You could try re-writing, but sometimes, and particularly at the start, all the rewriting in the world won’t save a bad idea, and until you know enough—until you have developed enough experience at building novels—you won’t know the difference between one worth saving and one that needs to be put to rest.

A lot of the time you just need to shelve that manuscript and come up with something new. Something better. You’re a veteran of two books at this point and having more than one experience, you can see patterns, draw conclusions about novel writing and how it applies to you personally. You got stuck in the same place twice now. Twice now you failed to create a satisfying ending, or failed to make your main character believable, or you gave away too much, or too little.  You know this about yourself, so it is time to make changes to correct those problems.

Maybe an outline would help to reveal issues before they arise, save months of work by discovering those plot holes early on and what characters are important and which should not even be in the story. It is so much easier to just think of a new approach before you start writing than to completely re-write a novel after the fact.
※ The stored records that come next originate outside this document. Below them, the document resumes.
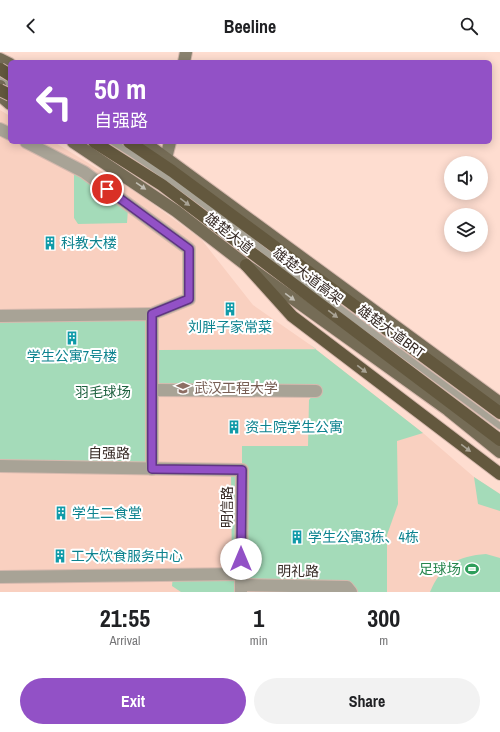 <!DOCTYPE html>
<html lang="en">
<head>
<meta charset="utf-8">
<style>
  :root { --surface:#fff; --page:#f2f2f2; --text:#202124; --muted:#757577; --accent:#9251c6 }
  body { margin:0; font-family:"Archivo Narrow","Noto Sans SC",sans-serif; background:var(--page); color:var(--text); height:100vh; display:flex; flex-direction:column; font-size:15px; white-space:nowrap }
  * { box-sizing:border-box; margin:0 }
  p { font-size:13px; color:var(--muted) }
  .icon { flex:none; width:22px; height:22px; fill:none; stroke:currentColor; stroke-width:2; stroke-linecap:round; stroke-linejoin:round }
  .map { position:relative; height:540px; overflow:hidden }
  .details { display:flex; flex-direction:column; background:var(--surface); flex:1 }
  .details>* { flex:none }
  .top-card { position:absolute; left:8px; top:8px; width:484px; height:84px; border-radius:6px; box-shadow:0 2px 10px #0003; background:#9251c6; color:#fff; overflow:hidden }
  .tools { position:absolute; left:444px; top:104px; display:grid; gap:8px }
  .tools a { display:grid; place-items:center; width:44px; height:44px; border-radius:50%; background:var(--surface); box-shadow:0 2px 10px #0003; font-size:20px }
  .pin { position:absolute; display:grid; place-items:center; width:34px; height:34px; color:#fff; margin:-17px; border:2px solid #fff; border-radius:50%; box-shadow:0 1px 4px #0007 }
  .me { position:absolute; width:44px; margin:-22px; rotate:0deg; stroke-linejoin:round; filter:drop-shadow(0 0 3px #0008) }
  .turn { display:flex; align-items:center; gap:14px; height:84px; padding:0 20px; font-size:18px }
  .turn .icon { width:52px; height:52px; stroke-width:2.5 }
  .turn b { display:block; font-size:28px; line-height:34px }
  .eta { display:flex; justify-content:space-evenly; align-items:center; height:68px; text-align:center }
  .eta b { font-size:24px; font-weight:800; line-height:28px }
  .button { display:flex; gap:8px; margin-top:auto; padding:8px 20px }
  .button a { flex:1; height:46px; border-radius:24px; background:var(--accent); color:#fff; font-size:16px; font-weight:800; line-height:46px; text-align:center }
  .button a+a { background:var(--page); color:var(--text) }
  header { display:flex; justify-content:space-between; align-items:center; height:52px; padding:0 20px; background:var(--surface); font-size:18px; font-weight:800 }
  .map>svg:first-child { display:block }
  .built { fill:#f9d0c0 }
  .green { fill:#a4dbb9 }
  .lines { fill:none; stroke-linecap:round; stroke-linejoin:round }
  .lane-casing { stroke:#d6b9ae; stroke-width:8 }
  .street-casing { stroke:#d6b9ae; stroke-width:14 }
  .secondary-casing { stroke:#d6b9ae; stroke-width:14 }
  .primary-casing { stroke:#d6b9ae; stroke-width:14 }
  .highway-casing { stroke:#d6b9ae; stroke-width:14 }
  .lane { stroke:#a8a396; stroke-width:6 }
  .street { stroke:#a8a396; stroke-width:12 }
  .secondary { stroke:#8a8370; stroke-width:12 }
  .primary { stroke:#756c56; stroke-width:12 }
  .highway { stroke:#63583e; stroke-width:12 }
  .highway-bridge-casing { stroke:#d6b9ae; stroke-width:14; stroke-linecap:butt }
  .highway-bridge { stroke:#63583e; stroke-width:12 }
  .oneway { fill:#c1bdb3 }
  .oneway2 { fill:#a9a395 }
  .route-casing { stroke:#5f3581; stroke-width:10 }
  .route { stroke:#9251c6; stroke-width:7 }
  .labels { text-anchor:middle; dominant-baseline:central; stroke-width:4; stroke-linejoin:round; paint-order:stroke }
  .street-label { font-size:14px; fill:#362a25; stroke:#fff }
  .culture-label { font-size:14px; fill:#0d838f; stroke:#fff; text-anchor:start }
  .education-label { font-size:14px; fill:#785e54; stroke:#fff; text-anchor:start }
  .park-label { font-size:14px; fill:#1c603e; stroke:#fff }
  .leisure-label { font-size:14px; fill:#27864d; stroke:#fff; text-anchor:end }
</style>
</head>
<body>
<header><svg class="icon" aria-label="back" viewBox="0 0 24 24"><path d="M15 5l-7 7 7 7"/></svg>Beeline<svg class="icon" aria-label="search" viewBox="0 0 24 24"><circle cx="10" cy="10" r="6"/><path d="M15 15l6 6"/></svg></header>
<div class="map">
<svg width="500" height="540" viewBox="0 0 500 540">
  <rect width="100%" height="100%" fill="#feddd0"/>
  <path class="built" d="M0 58 10 64V90H54L139 142 201 187 253 253 309 292 423 381 474 425 500 442V540H0Z"/>
  <g class="green">
    <path d="M74 120 128 157 127 171 78 172 74 166Z"/>
    <path d="M152 262V417L0 414V264Z"/>
    <path d="M309 292 423 381 397 389 398 452 387 483V540H181L172 534 173 523 232 522 231 418H242V394H308L309 348 316 339 317 332H159V298L316 297Z"/>
    <path d="M474 425 500 442V459L478 452Z"/>
    <path d="M486 502 500 506V540H430C441 513 458 504 486 502Z"/>
  </g>
  <g class="lines">
    <g class="lane-casing">
      <g id="lane">
        <path d="M0 27 10 32"/>
        <path d="M113 90C178 130 237 178 297 224 364 275 433 324 500 374"/>
      </g>
    </g>
    <g class="street-casing">
      <g id="street">
        <path d="M0 77 10 82"/>
        <path d="M26 90 84 120 189 197V247L152 262"/>
        <path d="M0 264 152 262V417"/>
        <path d="M152 338 316 339"/>
        <path d="M0 414 242 418 241 540"/>
        <path d="M0 525 241 522"/>
        <path d="M241 533 347 535 351 540"/>
      </g>
    </g>
    <g class="secondary-casing">
      <g id="secondary">
        <path d="M184 10 186 0"/>
        <path d="M166 106 170 90"/>
      </g>
    </g>
    <g class="primary-casing">
      <g id="primary">
        <path d="M0 7 10 12"/>
        <path d="M0 34 3 46 10 52"/>
        <path d="M73 90 176 159 246 213 448 358 500 400"/>
        <path d="M144 90 500 351"/>
      </g>
    </g>
    <g class="highway-casing">
      <g id="highway">
        <path d="M94 90 162 133 500 388"/>
        <path d="M129 90 172 119 500 361"/>
        <path d="M246 213 292 264 500 422"/>
      </g>
    </g>
    <use href="#lane" class="lane"/>
    <use href="#street" class="street"/>
    <use href="#secondary" class="secondary"/>
    <use href="#primary" class="primary"/>
    <use href="#highway" class="highway"/>
    <g class="highway-bridge-casing">
      <g id="highway-bridge">
        <path d="M0 17 10 23"/>
        <path d="M0 38 10 43"/>
      </g>
    </g>
    <use href="#highway-bridge" class="highway-bridge"/>
  </g>
  <defs><path id="oneway-solid" d="M-6-.8H1V-3.2L6.5 0L1 3.2V.8H-6Z"/></defs>
  <g class="oneway">
    <use href="#oneway-solid" transform="translate(141 134) rotate(35)"/>
    <use href="#oneway-solid" transform="translate(290 245) rotate(36)"/>
  </g>
  <g class="oneway2">
    <use href="#oneway-solid" transform="translate(185 150) rotate(37)"/>
    <use href="#oneway-solid" transform="translate(333 262) rotate(37)"/>
    <use href="#oneway-solid" transform="translate(362 317) rotate(37)"/>
    <use href="#oneway-solid" transform="translate(466 396) rotate(37)"/>
  </g>
  <g class="lines">
    <g class="route-casing">
      <path id="route" d="M107 137 189 197V247L152 262V417L242 418 241 507"/>
    </g>
    <use href="#route" class="route"/>
  </g>
  <defs>
    <g id="building-bare" transform="scale(1.08)"><path d="M-4-6H4V6H1V3H-1V6H-4ZM-2.5-4.3h1.7v1.8h-1.7ZM.8-4.3h1.7v1.8H.8ZM-2.5-1h1.7V.8h-1.7ZM.8-1h1.7V.8H.8Z" fill="#0f9aa8" stroke="#fff" stroke-width="2.5" paint-order="stroke"/></g>
    <g id="university-bare" transform="scale(1.08)"><path d="M0-5L7-2L0 1L-7-2ZM-4 1L0 2.5L4 1V4Q0 6-4 4Z" fill="#8d6e63" stroke="#fff" stroke-width="2.5" paint-order="stroke"/></g>
    <g id="stadium-bare" transform="scale(1.08)"><path d="M0-5a6.5 5 0 1 0 0 10a6.5 5 0 1 0 0-10ZM-3.5-1.8h7v3.6h-7Z" fill="#2e9e5b" stroke="#fff" stroke-width="2.5" paint-order="stroke"/></g>
  </defs>
  <g fill-rule="evenodd">
    <use href="#building-bare" x="50" y="191"/>
    <use href="#building-bare" x="230" y="257"/>
    <use href="#building-bare" x="72" y="286"/>
    <use href="#university-bare" x="183" y="336"/>
    <use href="#building-bare" x="234" y="375"/>
    <use href="#building-bare" x="61" y="461"/>
    <use href="#building-bare" x="297" y="485"/>
    <use href="#building-bare" x="60" y="504"/>
    <use href="#stadium-bare" x="472" y="517"/>
  </g>
  <g class="labels">
    <g class="street-label">
      <text transform="translate(229 181) rotate(38)">雄楚大道</text>
      <text transform="translate(308 224) rotate(37)">雄楚大道高架</text>
      <text transform="translate(391 279) rotate(36)">雄楚大道BRT</text>
      <text transform="translate(109 401) rotate(1)">自强路</text>
      <text transform="translate(227 455) rotate(-90)">明信路</text>
      <text transform="translate(298 519) rotate(1)">明礼路</text>
    </g>
    <g class="culture-label">
      <text x="61" y="191">科教大楼</text>
      <text x="230" y="275" text-anchor="middle">刘胖子家常菜</text>
      <text x="72" y="304" text-anchor="middle">学生公寓7号楼</text>
      <text x="245" y="375">资土院学生公寓</text>
      <text x="72" y="461">学生二食堂</text>
      <text x="308" y="485">学生公寓3栋、4栋</text>
      <text x="71" y="504">工大饮食服务中心</text>
    </g>
    <g class="education-label">
      <text x="194" y="336">武汉工程大学</text>
    </g>
    <g class="park-label">
      <text x="103" y="340">羽毛球场</text>
    </g>
    <g class="leisure-label">
      <text x="461" y="517">足球场</text>
    </g>
  </g>
</svg>
<div class="tools">
<a><svg class="icon" aria-label="sound" viewBox="0 0 24 24"><path d="M4 9h4l5-4v14l-5-4H4zM17 9q2 3 0 6"/></svg></a>
<a><svg class="icon" aria-label="layers" viewBox="0 0 24 24"><path d="M12 4l9 5-9 5-9-5zM3 14l9 5 9-5"/></svg></a>
</div>
<div class="pin" style="left:107px;top:137px;background:#d93025"><svg class="icon" aria-label="arrive" viewBox="0 0 24 24"><path d="M6 21V4h12l-3 4 3 4H6"/></svg></div>
<svg class="me" style="left:241px;top:507px" viewBox="-20 -20 40 40"><circle r="19" fill="#fff"/><path d="M0-13L10 11 0 6-10 11z" fill="#9251c6"/></svg>
<div class="top-card">
<div class="turn"><svg class="icon" aria-label="left" viewBox="0 0 24 24"><path d="M17 20v-9H6M10 6l-5 5 5 5"/></svg><div><b>50 m</b>自强路</div></div>
</div>
</div>
<section class="details">
<div class="eta">
<div><b>21:55</b><p>Arrival</p></div>
<div><b>1</b><p>min</p></div>
<div><b>300</b><p>m</p></div>
</div>
<div class="button"><a>Exit</a><a>Share</a></div>
</section>
</body>
</html>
Once more you write. Once more you finish with less than perfect results. Damn! You relied too much on the outline and the story is stiff and contrived because you failed to let the character’s personalities and the situations dictate the direction of the plot. You re-write, you spot fix, but the story breaks down further because it feels like a patched quilt.

Again. Another novel. And another failure. And another and again a failure. It is hopeless.

“Can I read it?”
“You won’t like it. It’s awful. All the things I write are awful.”
“Huh? Are you kidding? This is good. I like this. It’s better than most of the junk out there.”
Blink. “Really? You actually like it?”
“Yeah.”
“What about the fact that the car starts when an hour ago it didn’t?”
Shrug. “Cars do that. Didn’t bother me.”
“And that it was his half-brother???”
“Actually I loved that!”
“You did?”
“You should try and get this published.”
“Seriously?”
“Yeah, it’s great. Ahh, but you might want to proof it better. There’s a lot of mistakes.”
“Oh…well, yeah. I could do that.”

Diploma.

You still might not get an agent with that book. You still might not find a publisher, just as that panel said, it can be hard to find just the right editor who will like your work, and maybe you’ll need to self-publish to get your work out there, to build an audience, but eventually it will happen.

Hopefully it will take less tries than it did for Sanderson and myself, but the thing is, looking back, the failure of that first novel, at the time, felt so terrible. It signified hours, days, months, years wasted. Time thrown into the black hole of a dream that would never happen. But…the moment your first book is published, the instant someone you don’t know reads it and says, “This was fantastic. You’re a genius. Have you written anything else I can read?” Suddenly you realize all those years weren’t wasted at all. That was just the time it took, the practice needed. And all those crappy books you wrote along the way? Looking back at them, you can see with perfect clarity what you did wrong. And some are just awful—what were you thinking? But a few had some good ideas, characters or plots that, knowing what you know now, you can easily rebuild into a great book. The best part—most of the work is already done. Even less time wasted.

Maybe you’ll be lucky and get your first novel published, but if you don’t, it’s not the end of the world, in fact I would think it would be surprising. No one expects you to hit a homerun your first time at bat. The difference between failure and practice, is when you quit.